--- START ---

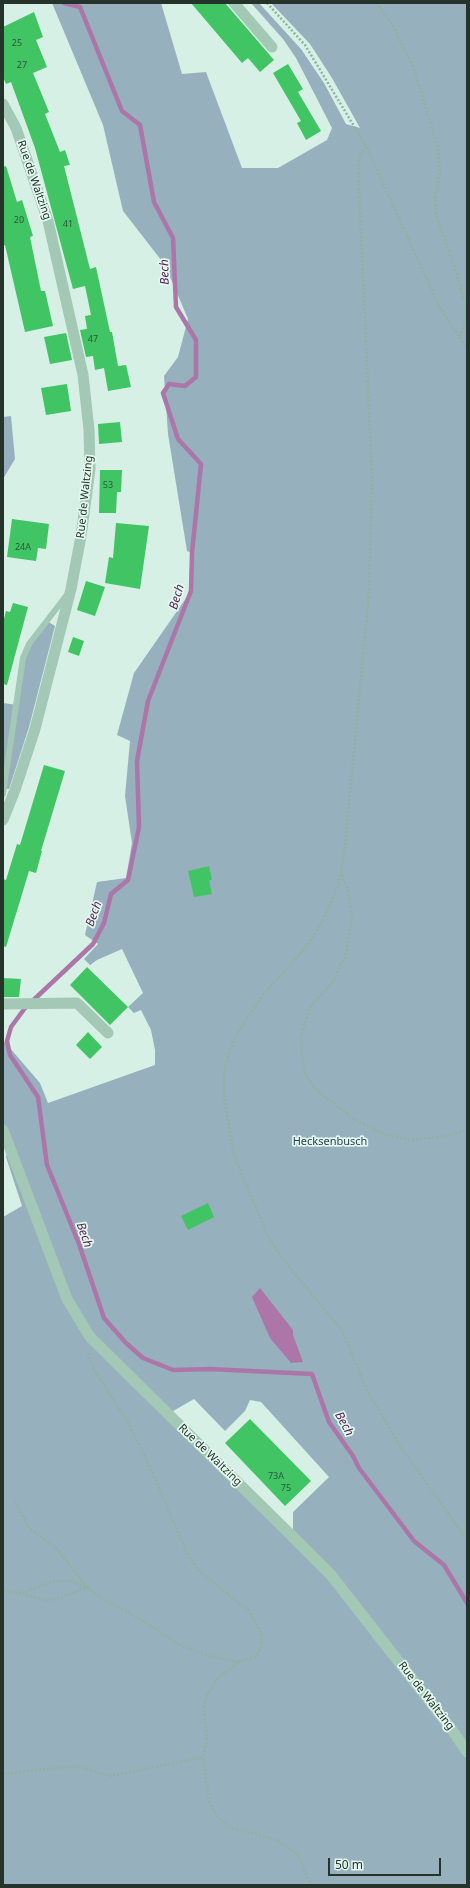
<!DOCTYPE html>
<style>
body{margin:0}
#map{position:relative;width:470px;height:1888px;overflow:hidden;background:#d7f0e5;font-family:"Noto Sans",sans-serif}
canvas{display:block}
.frame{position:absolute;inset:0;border:4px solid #25332a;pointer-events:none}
.scale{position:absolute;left:328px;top:1858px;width:113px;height:18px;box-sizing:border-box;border:2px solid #25332a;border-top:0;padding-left:5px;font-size:12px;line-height:14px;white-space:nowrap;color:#25332a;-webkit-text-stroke:3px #e3f8ef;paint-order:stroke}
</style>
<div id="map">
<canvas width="470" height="1888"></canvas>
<div class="frame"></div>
<div class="scale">50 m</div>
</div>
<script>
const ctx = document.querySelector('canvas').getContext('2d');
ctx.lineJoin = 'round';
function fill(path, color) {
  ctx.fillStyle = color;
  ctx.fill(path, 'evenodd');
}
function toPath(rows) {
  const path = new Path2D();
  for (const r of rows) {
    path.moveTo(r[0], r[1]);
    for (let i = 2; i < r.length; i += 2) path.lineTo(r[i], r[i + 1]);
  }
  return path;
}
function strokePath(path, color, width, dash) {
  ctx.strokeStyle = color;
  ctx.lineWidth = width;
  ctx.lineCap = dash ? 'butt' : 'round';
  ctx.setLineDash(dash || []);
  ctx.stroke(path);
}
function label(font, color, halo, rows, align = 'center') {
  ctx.font = font + ' "Noto Sans",sans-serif';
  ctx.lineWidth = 3.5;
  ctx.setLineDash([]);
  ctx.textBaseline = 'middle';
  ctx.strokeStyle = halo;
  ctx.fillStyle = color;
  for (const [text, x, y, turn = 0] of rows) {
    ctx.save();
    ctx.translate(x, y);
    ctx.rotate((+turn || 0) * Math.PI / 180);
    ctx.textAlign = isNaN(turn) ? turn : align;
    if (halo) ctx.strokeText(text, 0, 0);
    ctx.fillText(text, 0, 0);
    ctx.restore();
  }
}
const green = toPath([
 [52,3,161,3,182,74,206,72,242,168,278,168,327,140,332,128,296,58,283,39,251,3,259,3,301,49,324,83,346,124,360,128,332,78,310,44,271,3,467,3,467,1885,3,1885,3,1217,22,1206,6,1157,9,1146,3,1130,3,1040,40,1083,48,1103,155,1065,155,1050,151,1030,141,1010,134,1013,128,1007,143,993,122,949,97,960,90,965,84,959,98,944,85,935,97,882,126,878,132,843,125,796,130,741,117,735,134,673,191,591,192,553,187,551,168,434,164,376,178,357,188,319,165,265,123,211,103,125],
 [194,1399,225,1431,245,1411,250,1400,261,1402,329,1477,293,1512,293,1536,168,1414],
 [11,416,15,459,3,479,3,417],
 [47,621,55,626,29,727,9,789,3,789,3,703,17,705,23,658]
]);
const water = toPath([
 [260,1288,293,1330,293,1335,303,1362,291,1363,270,1338,252,1297]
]);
const stream = toPath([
 [64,3,80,7,122,111,140,125,154,202,173,238,176,307,196,340,196,377,185,386,169,384,163,393,178,439,201,464,192,553,191,591,148,701,137,761,139,827,128,880,111,894,104,923,93,944,25,1008,11,1027,7,1041,10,1055,38,1097,47,1165,79,1244,104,1318,126,1343,143,1358,173,1370,210,1369,312,1374,329,1422,353,1456,359,1468,414,1541,444,1565,467,1603]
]);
const building = toPath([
 [191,3,225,3,274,60,260,72,248,58,242,63],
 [34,12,43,37,36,40,47,67,33,73,49,112,45,114,60,152,65,150,70,165,64,166,90,269,96,267,110,332,112,332,118,366,126,365,131,387,108,391,104,368,95,370,93,356,86,357,80,330,87,329,85,316,91,315,85,286,73,289,35,148,11,82,6,84,3,77,3,27],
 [288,64,303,89,298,92,321,131,306,140,297,123,301,121,273,73],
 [6,166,17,202,22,200,33,236,30,237,41,291,45,291,53,326,25,332,5,245,3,246,3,167],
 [66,333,72,360,50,364,44,337],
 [67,384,71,411,46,415,41,388],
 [120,422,122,442,99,444,98,424],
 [100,470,122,470,121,492,117,492,116,513,99,513],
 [12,519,49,524,46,549,38,548,36,561,7,557],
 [116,523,149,526,140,589,105,583,109,557,113,558],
 [86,581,105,587,95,616,77,610],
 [13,603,28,607,7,685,3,684,3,623,6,611,10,612],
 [73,637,84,641,79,656,68,652],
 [44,765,65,771,41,851,42,851,36,873,29,871,6,947,3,946,3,879,6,880,17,844,20,845],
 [209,866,212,880,209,880,212,894,194,897,188,871],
 [87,967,128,1007,110,1025,70,985],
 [3,978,21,979,19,997,3,997],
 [88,1032,102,1047,90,1059,76,1045],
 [208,1203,214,1217,188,1230,181,1216],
 [250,1419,311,1481,285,1506,225,1443]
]);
const path = toPath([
 [267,3,305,45,366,146,440,308,467,349],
 [376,3,391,22,414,69,438,148,440,172,435,195,436,214,457,275,465,303,465,322,460,337],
 [366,146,361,154,358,165,372,477,369,591,345,847,341,875,335,893,320,926,302,952,263,995,240,1029,230,1049,224,1073,224,1097,234,1155,269,1239,290,1268,342,1330,366,1388,400,1446,467,1540],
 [342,875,348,890,352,918,346,954,333,982,310,1007,300,1038,305,1073,315,1089,354,1119,383,1134,411,1140,446,1136,467,1130],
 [88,1353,93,1368,126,1419,145,1456,188,1555,199,1571,248,1610,261,1632,262,1645,257,1656,239,1662,217,1679,206,1697,204,1712,207,1739,203,1757,209,1801,218,1818,233,1828,277,1840,298,1855,311,1885],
 [15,1501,29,1528,55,1547,87,1587,62,1597,46,1601,22,1593],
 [3,1591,22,1593,54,1581,70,1581,87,1587,104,1600,130,1613,182,1646,209,1656,239,1662],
 [3,1774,75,1766,111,1776,203,1757]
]);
const service = toPath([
 [3,794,23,658,29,644,66,596]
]);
const minor = toPath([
 [234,3,272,47],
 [3,104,16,128,48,221,83,375,89,430,90,469,81,536,71,589,35,729,15,790,3,820],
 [3,1004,77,1003,108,1033],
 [3,1130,67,1299,90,1337,293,1537]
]);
const tertiary = toPath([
 [293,1537,331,1575,452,1730,467,1752]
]);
const numberNames = [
 ["25",17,43],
 ["27",22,65],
 ["20",19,220],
 ["41",68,224],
 ["47",93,339],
 ["53",108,485],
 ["24A",23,547],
 ["73A",276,1476],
 ["75",286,1488]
];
const streetNames = [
 ["Rue de Waltzing",34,180,71],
 ["Rue de Waltzing",85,497,-84],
 ["Rue de Waltzing",210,1455,44],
 ["Rue de Waltzing",426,1696,52]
];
const parkNames = [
 ["Hecksenbusch",330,1142]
];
const waterNames = [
 ["Bech",165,272,-92],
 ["Bech",177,597,-74],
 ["Bech",94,914,-71],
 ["Bech",84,1235,70],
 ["Bech",344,1424,61]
];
fill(green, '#97b0be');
fill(water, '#ac76a9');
strokePath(stream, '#ac76a9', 4.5);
fill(building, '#41c464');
strokePath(path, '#8eb39f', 2.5, [2, 2]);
strokePath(service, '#a3c8b5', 6);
strokePath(minor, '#a3c8b5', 11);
strokePath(tertiary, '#a3c8b5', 11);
label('9px', '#2c5738', null, numberNames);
label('11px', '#25332a', '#e3f8ef', streetNames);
label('11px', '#294151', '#e3f8ef', parkNames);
label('italic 12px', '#531c4e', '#e3f8ef', waterNames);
</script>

--- END ---

:: Problem statement ::
Wherever the string "function" appears in a line above, copy that line.

:: Solution to this task ::
function fill(path, color) {
function toPath(rows) {
function strokePath(path, color, width, dash) {
function label(font, color, halo, rows, align = 'center') {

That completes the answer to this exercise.